Ieri non era in programma di vederci, avevamo già concordato che sabato (domani) sarei venuta da te, ma tu hai insistito, insistito così tanto che non potevo dirti di no, e oggi non sai come sono felicissima di aver detto di si. Ci vediamo una volta alla settimana sin da quando ci siamo incontrati la prima volta, questa continuità l’abbiamo sempre mantenuta, però l’altro giorno ho sentito molto forte il desiderio che avevi di vedermi, di sfruttare quell’occasione  che ero sola fino a metà pomeriggio, solo per il piacere di stare abbracciati, baciarci, guardarci negli occhi e coccolarci.

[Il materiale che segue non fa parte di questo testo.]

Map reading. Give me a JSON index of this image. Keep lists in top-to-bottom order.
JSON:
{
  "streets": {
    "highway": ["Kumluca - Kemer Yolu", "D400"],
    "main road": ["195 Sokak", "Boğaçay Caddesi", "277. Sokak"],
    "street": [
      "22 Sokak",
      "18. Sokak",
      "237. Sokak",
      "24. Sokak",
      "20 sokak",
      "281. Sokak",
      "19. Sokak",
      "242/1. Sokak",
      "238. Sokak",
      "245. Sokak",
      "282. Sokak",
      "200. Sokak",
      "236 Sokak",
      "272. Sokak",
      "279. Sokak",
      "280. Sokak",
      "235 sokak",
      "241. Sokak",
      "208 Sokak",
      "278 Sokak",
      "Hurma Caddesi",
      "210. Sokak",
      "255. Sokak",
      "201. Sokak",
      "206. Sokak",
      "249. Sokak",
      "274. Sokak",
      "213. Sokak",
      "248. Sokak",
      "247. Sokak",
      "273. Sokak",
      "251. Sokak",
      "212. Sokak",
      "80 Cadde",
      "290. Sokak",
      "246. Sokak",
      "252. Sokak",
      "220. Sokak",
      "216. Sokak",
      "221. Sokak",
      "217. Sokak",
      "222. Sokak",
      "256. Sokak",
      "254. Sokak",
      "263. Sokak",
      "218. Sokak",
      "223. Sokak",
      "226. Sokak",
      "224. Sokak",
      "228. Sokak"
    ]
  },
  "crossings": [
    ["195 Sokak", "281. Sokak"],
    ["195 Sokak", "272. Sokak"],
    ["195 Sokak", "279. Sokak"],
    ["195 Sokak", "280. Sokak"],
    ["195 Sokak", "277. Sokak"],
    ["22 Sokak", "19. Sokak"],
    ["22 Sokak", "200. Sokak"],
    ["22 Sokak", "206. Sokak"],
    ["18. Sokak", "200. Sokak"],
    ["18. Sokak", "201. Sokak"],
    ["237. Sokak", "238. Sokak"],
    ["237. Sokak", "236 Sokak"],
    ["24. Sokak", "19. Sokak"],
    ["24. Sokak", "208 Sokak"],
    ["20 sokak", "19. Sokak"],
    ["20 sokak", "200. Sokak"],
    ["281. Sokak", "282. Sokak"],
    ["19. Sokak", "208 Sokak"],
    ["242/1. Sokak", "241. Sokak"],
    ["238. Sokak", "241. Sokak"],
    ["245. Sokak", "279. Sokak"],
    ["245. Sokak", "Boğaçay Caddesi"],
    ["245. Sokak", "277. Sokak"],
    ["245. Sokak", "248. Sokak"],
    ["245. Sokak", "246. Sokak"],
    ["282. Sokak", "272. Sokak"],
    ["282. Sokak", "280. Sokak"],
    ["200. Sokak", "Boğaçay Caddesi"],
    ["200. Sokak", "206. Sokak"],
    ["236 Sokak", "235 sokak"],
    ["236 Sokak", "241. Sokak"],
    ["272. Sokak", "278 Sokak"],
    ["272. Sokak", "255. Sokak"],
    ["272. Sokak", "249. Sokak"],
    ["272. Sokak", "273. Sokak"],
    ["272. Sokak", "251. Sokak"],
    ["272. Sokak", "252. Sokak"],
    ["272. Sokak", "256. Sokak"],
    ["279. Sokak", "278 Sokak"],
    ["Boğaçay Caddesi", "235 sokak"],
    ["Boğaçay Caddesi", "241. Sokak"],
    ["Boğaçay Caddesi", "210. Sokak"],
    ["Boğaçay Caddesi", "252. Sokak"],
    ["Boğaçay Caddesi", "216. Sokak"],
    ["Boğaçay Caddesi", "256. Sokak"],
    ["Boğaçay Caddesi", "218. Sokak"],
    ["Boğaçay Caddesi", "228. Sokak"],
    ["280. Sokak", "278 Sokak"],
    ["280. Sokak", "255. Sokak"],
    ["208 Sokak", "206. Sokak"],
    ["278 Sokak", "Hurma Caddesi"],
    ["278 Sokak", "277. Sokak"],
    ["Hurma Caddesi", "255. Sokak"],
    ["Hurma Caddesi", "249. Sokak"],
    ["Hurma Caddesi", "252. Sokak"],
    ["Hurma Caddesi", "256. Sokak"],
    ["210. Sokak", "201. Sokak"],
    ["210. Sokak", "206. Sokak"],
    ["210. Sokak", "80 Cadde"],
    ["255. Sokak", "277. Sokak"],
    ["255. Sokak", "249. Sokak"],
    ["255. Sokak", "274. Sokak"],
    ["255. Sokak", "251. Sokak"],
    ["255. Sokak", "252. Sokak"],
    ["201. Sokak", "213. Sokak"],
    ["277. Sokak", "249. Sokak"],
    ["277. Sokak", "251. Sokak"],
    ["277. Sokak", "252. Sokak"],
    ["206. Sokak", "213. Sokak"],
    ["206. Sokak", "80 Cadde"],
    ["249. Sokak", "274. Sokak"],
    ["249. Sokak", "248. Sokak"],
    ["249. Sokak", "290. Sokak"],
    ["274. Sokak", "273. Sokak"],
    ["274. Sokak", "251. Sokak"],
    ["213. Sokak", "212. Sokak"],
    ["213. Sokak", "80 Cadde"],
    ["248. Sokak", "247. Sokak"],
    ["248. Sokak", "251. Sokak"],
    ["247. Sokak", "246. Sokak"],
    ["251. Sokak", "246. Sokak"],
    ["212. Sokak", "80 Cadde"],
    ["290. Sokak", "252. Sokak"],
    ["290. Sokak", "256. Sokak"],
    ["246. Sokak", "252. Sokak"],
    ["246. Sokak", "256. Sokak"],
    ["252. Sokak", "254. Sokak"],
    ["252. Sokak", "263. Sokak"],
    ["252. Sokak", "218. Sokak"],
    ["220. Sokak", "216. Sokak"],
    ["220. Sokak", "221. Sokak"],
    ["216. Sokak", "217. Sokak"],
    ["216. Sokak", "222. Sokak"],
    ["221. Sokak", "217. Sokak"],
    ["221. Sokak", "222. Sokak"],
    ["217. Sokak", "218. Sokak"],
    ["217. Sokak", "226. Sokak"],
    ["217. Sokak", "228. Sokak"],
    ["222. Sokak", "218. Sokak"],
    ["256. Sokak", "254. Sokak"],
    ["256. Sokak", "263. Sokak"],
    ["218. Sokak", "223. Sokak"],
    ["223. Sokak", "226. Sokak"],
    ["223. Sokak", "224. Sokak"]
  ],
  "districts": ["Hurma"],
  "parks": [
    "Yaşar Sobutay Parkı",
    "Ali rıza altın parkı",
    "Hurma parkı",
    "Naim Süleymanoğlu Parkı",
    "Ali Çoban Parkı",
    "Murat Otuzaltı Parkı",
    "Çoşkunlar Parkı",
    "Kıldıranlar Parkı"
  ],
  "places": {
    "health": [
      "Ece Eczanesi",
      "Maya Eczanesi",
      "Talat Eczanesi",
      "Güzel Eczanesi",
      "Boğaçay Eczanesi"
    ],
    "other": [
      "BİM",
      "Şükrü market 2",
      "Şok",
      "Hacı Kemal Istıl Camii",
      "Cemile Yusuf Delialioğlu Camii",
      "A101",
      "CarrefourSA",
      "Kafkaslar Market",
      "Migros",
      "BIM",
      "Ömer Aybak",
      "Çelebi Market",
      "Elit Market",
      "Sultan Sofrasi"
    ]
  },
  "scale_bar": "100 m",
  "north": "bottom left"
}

La mattinata è passata chiacchierando gioiosamente, ma anche seriamente e di questo ne avevamo bisogno, visto che quando siamo insieme certi argomenti li lasciamo fuori dalla porta e se ne parliamo al telefono si crea qualche incomprensione, ci siamo tanto baciati, abbracciati, ribaciati, accarezzati e a anche amati, la passione non l’abbiamo potuta tenere a bada anche se ci si era detto che non avremmo fatto l’amore.
Belle quelle ore, ma la cosa che mi ha fatto sentire la donna più felice del mondo è stata la passeggiata romantica che abbiamo fatto per le vie del centro, nella pausa pranzo. Abbiamo percorso vicini vicini, sfiorandoci furtivamente ogni tanto la mano, guardandoci negli occhi come fanno i classici fidanzatini, le vie che percorro tutte le mattine e le sere per andare e tornare dall’ufficio. Hai riconosciuto la musica che quel “fisarmonicista di strada” suona tutte le mattine sotto i portici e che senti al telefono quando ci passo vicino, ci siamo specchiati nelle stesse vetrine che mi soffermo a guardare e che poi ti descrivo se vedo un abito che mi piace; ti sei attardato, con quel tuo sorriso sornione, davanti alle vetrine di biancheria intima, quelle che mi chiedi sempre di guardare e di descriverti cosa espongono per carpire cosa mi piace e poi regalarmelo. Non è la prima volta che passeggiamo per la mia città, però avevo sempre sognato di poter camminare al tuo fianco, guardando e indugiando davanti alle vetrine illuminate, commentare le cose esposte come se dovessimo acquistarle per  un “noi insieme”.
Ieri non mi sono preoccupata di essere vista da qualcuno, sentivo l’aria fresca che mi accarezzava il viso e nessuno sarebbe stato in grado di togliermi il sorriso che avevo stampato: ieri ho vissuto con te una quotidianità parallela alla mia di sempre, fatta dagli stessi piccoli e grandi gesti e piaceri, non lasciandoci, per un giorno, prendere dalla sfrenata passione che abbiamo sempre quando ci incontriamo e che ci porta diritti a “rotolarci tra le lenzuola, chiudendo il resto del mondo fuori.